Üniversiteleri kaliteli olmayan toplumların muasır medeniyetler seviyesinin üzerine çıkabilmesinin mümkün olmadığını vurgulayan Yılmaz, sözlerini şöyle sürdürdü: "Bizim dönemimizde üniversiteler yatay büyüdü. 76 üniversite vardı, şimdi 186 üniversiteye çıktı. Ama bundan sonra yatay büyümeden ziyade, dikey büyümeyi sağlayabilmeliyiz. Bu amacı gerçekleştirmek için Yükseköğretim Kalite Kurulu kurduk. Bundan sonra üniversiteler idari ve akademik yönden dışarıdan denetime tabi tutulacak. Yükseköğretim Planlama Kurulu’nu kurduk. Hangi fakülteden nerede açılması lazım ve hangi kontenjana sahip olması lazım, dolayısıyla bir plansızlık öngörülmesin... Yükseköğretim Kurulu’nun vazifeleri arasına ihtisaslaşmayı koyduk. İstiyoruz ki üniversitelerimiz bir diğerinin benzeri olmasın."

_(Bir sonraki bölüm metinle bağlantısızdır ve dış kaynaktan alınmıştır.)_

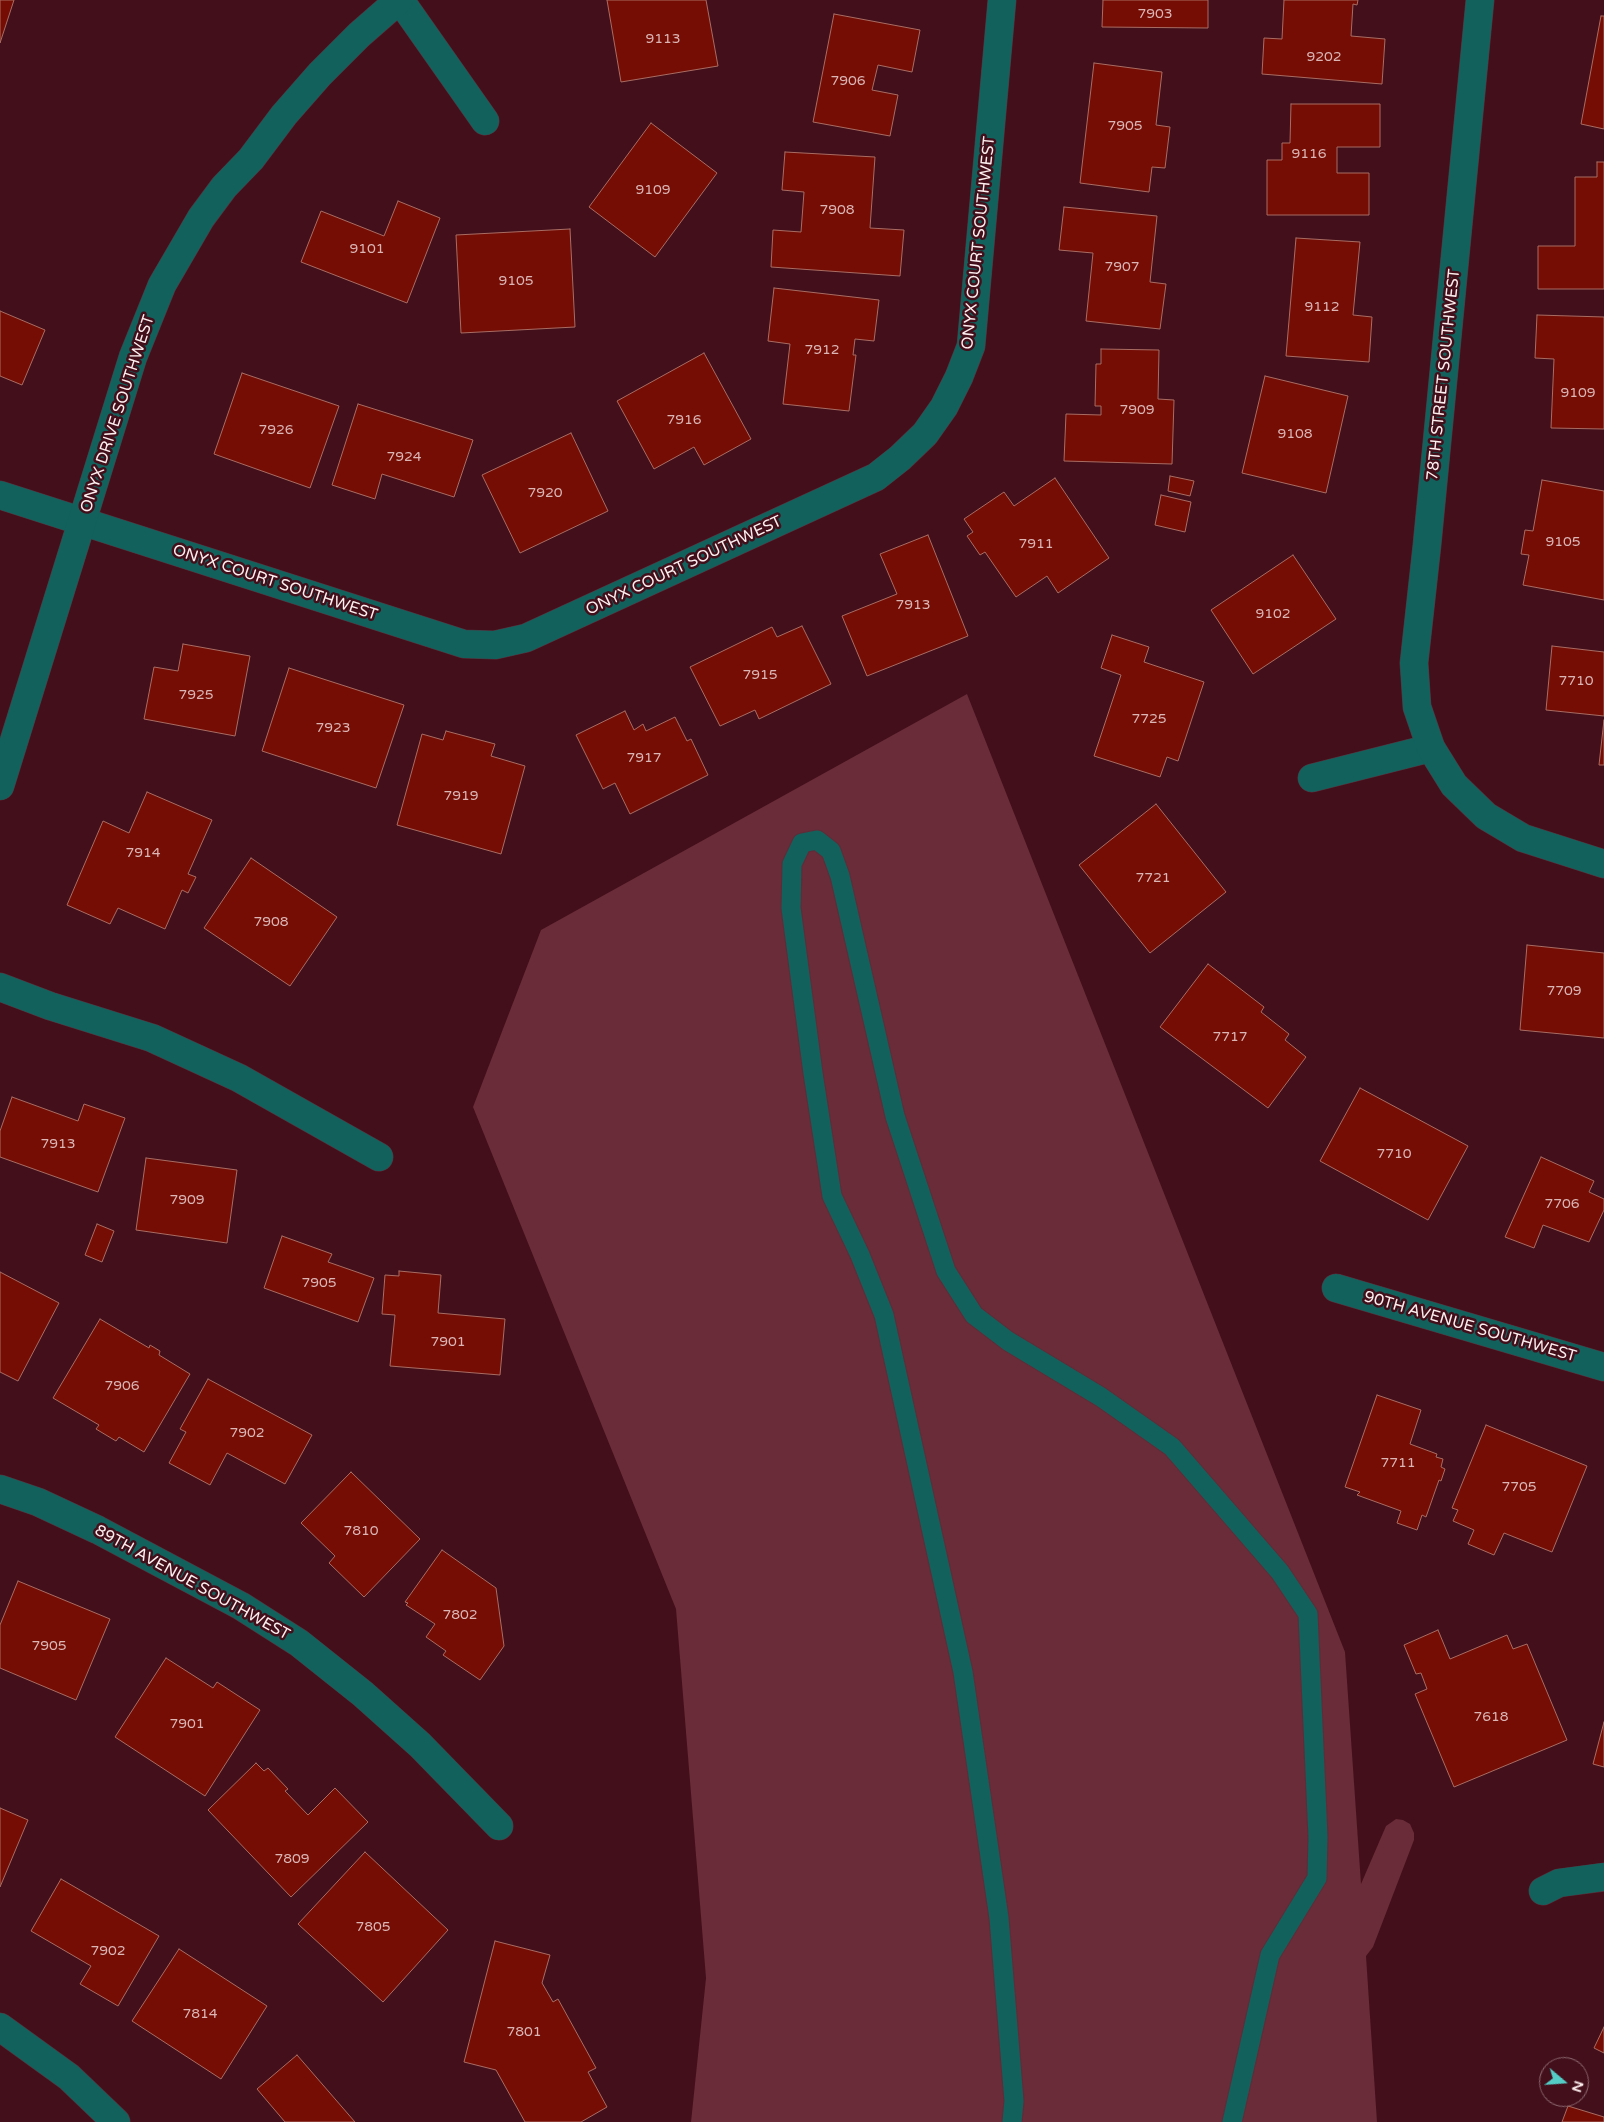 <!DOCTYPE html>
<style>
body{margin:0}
#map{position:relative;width:1604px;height:2122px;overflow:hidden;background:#420f1b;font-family:"Varela Round",sans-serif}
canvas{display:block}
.north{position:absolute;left:1539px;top:2057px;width:50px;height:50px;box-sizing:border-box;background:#420f1b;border:1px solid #8d6970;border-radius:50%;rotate:108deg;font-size:14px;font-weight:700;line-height:20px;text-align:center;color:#fdeff0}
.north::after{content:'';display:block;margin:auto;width:18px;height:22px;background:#54cdc7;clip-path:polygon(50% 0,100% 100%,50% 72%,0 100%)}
</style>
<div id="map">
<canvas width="1604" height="2122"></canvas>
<div class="north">N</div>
</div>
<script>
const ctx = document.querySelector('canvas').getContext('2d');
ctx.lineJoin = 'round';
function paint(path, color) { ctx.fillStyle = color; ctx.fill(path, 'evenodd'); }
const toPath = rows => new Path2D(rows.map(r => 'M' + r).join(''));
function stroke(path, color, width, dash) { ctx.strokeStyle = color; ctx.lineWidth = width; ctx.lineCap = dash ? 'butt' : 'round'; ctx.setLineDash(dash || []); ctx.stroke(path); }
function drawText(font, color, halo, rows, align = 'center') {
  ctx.font = font + ' "Varela Round",sans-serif'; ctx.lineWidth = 5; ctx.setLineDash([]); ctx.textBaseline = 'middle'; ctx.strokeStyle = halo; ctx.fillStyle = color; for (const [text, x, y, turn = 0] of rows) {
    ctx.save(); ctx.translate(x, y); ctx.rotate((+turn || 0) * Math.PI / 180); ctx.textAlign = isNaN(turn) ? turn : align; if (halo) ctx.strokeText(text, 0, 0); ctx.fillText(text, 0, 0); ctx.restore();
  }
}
paint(toPath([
 [967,694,1345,1652,1361,1884,1386,1826,1396,1819,1403,1820,1410,1824,1414,1833,1414,1840,1373,1947,1366,1956,1377,2122,691,2122,706,1978,676,1609,473,1107,541,930]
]), '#692c38');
const building = toPath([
 [0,0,14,0,0,43,0,0],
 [607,0,706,0,718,66,621,82,607,0],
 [1103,0,1208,0,1208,28,1102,27,1103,0],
 [1284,0,1358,0,1357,5,1353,4,1351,36,1385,39,1382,84,1262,74,1264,38,1282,39,1284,0],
 [834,14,920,30,912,72,878,65,872,90,898,95,890,136,813,122,834,14],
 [1601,16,1604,16,1604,129,1581,124,1601,16],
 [1094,63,1162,72,1156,125,1170,127,1165,168,1152,167,1149,192,1080,183,1094,63],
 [1291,104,1380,104,1380,147,1337,147,1337,173,1369,173,1369,215,1267,215,1267,160,1282,160,1282,143,1290,143,1291,104],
 [651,123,717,173,655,257,589,207,651,123],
 [785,152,875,157,870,228,904,230,900,276,771,267,773,230,801,232,804,192,782,190,785,152],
 [1597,162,1604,162,1604,289,1538,289,1538,246,1575,246,1575,177,1597,177,1597,162],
 [398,201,440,218,407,303,301,262,321,211,384,236,398,201],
 [1064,207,1157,216,1150,282,1166,284,1160,329,1086,321,1093,253,1059,250,1064,207],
 [570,229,575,327,461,333,456,235,570,229],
 [1296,238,1360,242,1353,315,1372,317,1369,362,1286,356,1296,238],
 [774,288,879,300,874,341,855,339,853,355,856,355,849,411,783,404,790,344,768,341,774,288],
 [0,311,45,330,22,385,0,376,0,311],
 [1537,315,1604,317,1604,429,1551,428,1554,359,1535,358,1537,315],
 [1101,349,1159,350,1158,399,1174,400,1172,464,1064,461,1066,414,1101,415,1101,406,1095,406,1096,364,1101,364,1101,349],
 [704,353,751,439,704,465,694,447,654,469,617,401,704,353],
 [242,373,339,406,310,488,214,454,242,373],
 [1265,376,1348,396,1326,493,1242,473,1265,376],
 [358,404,473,440,454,497,382,474,375,499,332,485,358,404],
 [571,433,608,511,520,553,482,475,571,433],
 [1170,476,1194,481,1190,496,1168,491,1170,476],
 [1055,478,1109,558,1058,593,1047,576,1016,597,985,552,980,555,967,536,973,532,964,519,1004,492,1014,506,1055,478],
 [1542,480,1604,491,1604,600,1523,585,1529,555,1521,554,1525,530,1533,531,1542,480],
 [1161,495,1191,502,1185,532,1155,525,1161,495],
 [928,535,968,636,867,676,842,616,897,594,880,554,928,535],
 [1293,555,1336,619,1253,674,1211,610,1293,555],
 [802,626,831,684,759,719,755,710,720,726,690,667,772,627,777,637,802,626],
 [1112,635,1149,647,1144,662,1204,682,1178,761,1167,757,1160,777,1094,756,1121,675,1101,668,1112,635],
 [183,644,250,656,235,736,144,719,154,667,178,671,183,644],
 [1552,646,1604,652,1604,716,1546,710,1552,646],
 [289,668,404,705,376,788,262,751,289,668],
 [625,711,634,730,643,724,646,731,675,717,687,741,691,739,708,775,630,814,615,783,603,789,576,735,625,711],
 [1604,720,1604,765,1599,765,1604,720],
 [446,731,495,744,491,756,525,766,501,854,397,825,422,734,443,740,446,731],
 [147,792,212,820,188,874,196,877,188,893,182,890,165,929,118,908,110,924,67,905,103,821,129,833,147,792],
 [1156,804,1226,892,1150,953,1079,865,1156,804],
 [251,858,337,917,290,986,204,928,251,858],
 [1527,945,1604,953,1604,1038,1520,1030,1527,945],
 [1208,964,1264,1007,1261,1012,1289,1034,1285,1040,1306,1057,1268,1108,1160,1027,1208,964],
 [1360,1088,1468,1146,1428,1220,1320,1161,1360,1088],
 [12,1097,78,1121,84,1104,125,1118,98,1192,0,1157,0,1131,12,1097],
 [1541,1157,1594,1181,1589,1192,1604,1199,1604,1210,1589,1242,1543,1225,1534,1248,1505,1237,1541,1157],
 [146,1158,237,1170,227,1243,136,1230,146,1158],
 [97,1224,114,1231,102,1262,85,1255,97,1224],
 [282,1236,332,1254,328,1262,374,1278,358,1322,264,1288,282,1236],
 [399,1271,441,1275,438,1313,505,1319,500,1375,390,1366,395,1315,382,1314,385,1275,399,1276,399,1271],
 [0,1272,59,1303,18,1381,0,1372,0,1272],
 [100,1319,149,1348,150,1345,160,1351,159,1355,190,1374,144,1452,119,1437,116,1441,96,1429,99,1425,53,1398,100,1319],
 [208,1379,312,1435,285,1484,227,1453,210,1485,169,1463,186,1432,180,1429,208,1379],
 [1377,1395,1421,1410,1410,1444,1437,1454,1436,1457,1443,1459,1441,1467,1445,1469,1441,1481,1439,1480,1426,1517,1422,1515,1417,1530,1397,1523,1401,1511,1357,1495,1360,1492,1345,1487,1377,1395],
 [1486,1425,1587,1466,1552,1552,1504,1533,1494,1555,1468,1544,1474,1530,1453,1521,1458,1510,1452,1508,1486,1425],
 [351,1472,420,1539,364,1597,329,1563,335,1556,301,1523,351,1472],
 [442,1550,496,1588,504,1646,480,1680,443,1655,446,1651,426,1637,435,1624,406,1605,408,1603,405,1602,442,1550],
 [18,1581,110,1619,76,1700,0,1668,0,1625,18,1581],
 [1438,1630,1450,1659,1507,1635,1513,1649,1527,1644,1567,1740,1454,1787,1415,1694,1427,1689,1421,1673,1416,1674,1404,1645,1438,1630],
 [166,1658,213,1688,217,1682,260,1710,205,1796,115,1737,166,1658],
 [1604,1722,1604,1767,1593,1764,1604,1722],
 [256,1763,264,1771,268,1768,288,1789,285,1791,308,1815,335,1788,368,1822,291,1897,208,1810,256,1763],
 [0,1808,28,1820,0,1887,0,1808],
 [365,1852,448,1930,383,2002,298,1924,365,1852],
 [61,1879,159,1936,118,2006,80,1984,91,1966,31,1931,61,1879],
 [495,1941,550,1955,542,1983,553,2002,558,1999,596,2068,588,2072,607,2107,581,2122,525,2122,496,2070,464,2062,495,1941],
 [179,1949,267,2006,221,2079,132,2021,179,1949],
 [1604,2027,1604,2053,1594,2048,1604,2027],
 [297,2055,355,2122,285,2122,257,2089,297,2055],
 [1568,2106,1604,2117,1604,2122,1562,2122,1568,2106]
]);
paint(building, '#750d05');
stroke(building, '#a96d63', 1);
const service = toPath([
 [1012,2122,1014,2101,999,1918,963,1672,884,1315,860,1255,832,1196,813,1073,791,908,792,864,802,843,817,840,831,851,840,876,895,1116,946,1271,974,1315,1008,1341,1101,1397,1172,1447,1280,1572,1308,1614,1318,1837,1317,1878,1270,1955,1232,2122]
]);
const minor = toPath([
 [400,0,485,121],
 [0,495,464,644,495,645,526,638,876,477,900,458,925,434,944,407,959,377,971,346,1002,0],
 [1312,778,1431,748],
 [0,987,50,1006,152,1038,239,1078,379,1157],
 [1336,1288,1604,1367],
 [0,1489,38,1502,98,1530,241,1606,299,1643,363,1694,420,1745,499,1826],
 [1543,1891,1559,1883,1604,1877],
 [0,2027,69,2077,116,2122]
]);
const tertiary = toPath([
 [1480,0,1427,545,1414,663,1417,707,1431,748,1454,785,1486,816,1523,838,1604,864],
 [0,786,133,357,162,285,201,218,224,187,251,159,284,115,320,74,359,35,399,0]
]);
stroke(service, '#5c2e39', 21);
stroke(minor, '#5c2e39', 29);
stroke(tertiary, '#5c2e39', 29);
stroke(service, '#13615d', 19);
stroke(minor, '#13615d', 28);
stroke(tertiary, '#13615d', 28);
drawText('14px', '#dbb6b5', null, [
 ["7903",1155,14],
 ["9113",663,39],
 ["9202",1324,57],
 ["7906",848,81],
 ["7905",1125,126],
 ["9116",1309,154],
 ["9109",653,190],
 ["7908",837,210],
 ["9101",367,249],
 ["7907",1122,267],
 ["9105",516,281],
 ["9112",1322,307],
 ["7912",822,350],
 ["9109",1578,393],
 ["7909",1137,410],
 ["7916",684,420],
 ["7926",276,430],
 ["9108",1295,434],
 ["7924",404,457],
 ["7920",545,493],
 ["9105",1563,542],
 ["7911",1036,544],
 ["7913",913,605],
 ["9102",1273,614],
 ["7915",760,675],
 ["7710",1576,681],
 ["7925",196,695],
 ["7725",1149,719],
 ["7923",333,728],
 ["7917",644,758],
 ["7919",461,796],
 ["7914",143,853],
 ["7721",1153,878],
 ["7908",271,922],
 ["7709",1564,991],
 ["7717",1230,1037],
 ["7913",58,1144],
 ["7710",1394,1154],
 ["7909",187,1200],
 ["7706",1562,1204],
 ["7905",319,1283],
 ["7901",448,1342],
 ["7906",122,1386],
 ["7902",247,1433],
 ["7711",1398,1463],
 ["7705",1519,1487],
 ["7810",361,1531],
 ["7802",460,1615],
 ["7905",49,1646],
 ["7618",1491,1717],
 ["7901",187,1724],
 ["7809",292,1859],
 ["7805",373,1927],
 ["7902",108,1951],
 ["7814",200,2014],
 ["7801",524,2032]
]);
drawText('16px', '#fdeff0', '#420f1b', [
 ["ONYX COURT SOUTHWEST",979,243,-84],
 ["78TH STREET SOUTHWEST",1444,375,-84],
 ["ONYX DRIVE SOUTHWEST",118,414,-72],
 ["ONYX COURT SOUTHWEST",684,566,-25],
 ["ONYX COURT SOUTHWEST",275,583,18],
 ["90TH AVENUE SOUTHWEST",1470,1327,16],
 ["89TH AVENUE SOUTHWEST",192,1583,29]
]);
</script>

"ÖĞRETMENLERİN MALİ DURUMLARINI İYİLEŞTİRECEĞİZ"
Bakan Yılmaz, ayrıca öğretim üyesi yetiştirilmesi konusunu da ele aldıklarını belirterek, misyon farklılaşması ve ihtisaslaşmayı desteklemek için de YÖK Öğretim Üyesi Yetiştirme Programı’nın başlatıldığını söyledi. YÖK’ün ayrıca tıp fakültesi, mimarlık ve eğitim fakültesine girişte belli bir baraj sınırlaması getirdiğini, temel bilimlere bu yıl destek verdiğini ifade eden Yılmaz, konuşmasına şöyle devam etti: "2002’de eğitime ayrılan para 11 milyar liraydı. Bütçenin yüzde 10’una tekabül ediyordu. Şimdi 122 milyar lira. Merkezi hükümet bütçesinin yüzde 20’sine yakın bir miktar. Geçmiş dönemlerde verilmeyen önemi biz bu dönemde verdik. 580 binin üzerinde öğretmeni biz atadık bu dönemde. Yani gördüğünüz her üç öğretmenden ikisi bizim dönemimizde atandı. Türkiye’nin kalkınması devam ettikçe öğretmenlerimizin mali durumlarını da gittikçe iyileştireceğiz."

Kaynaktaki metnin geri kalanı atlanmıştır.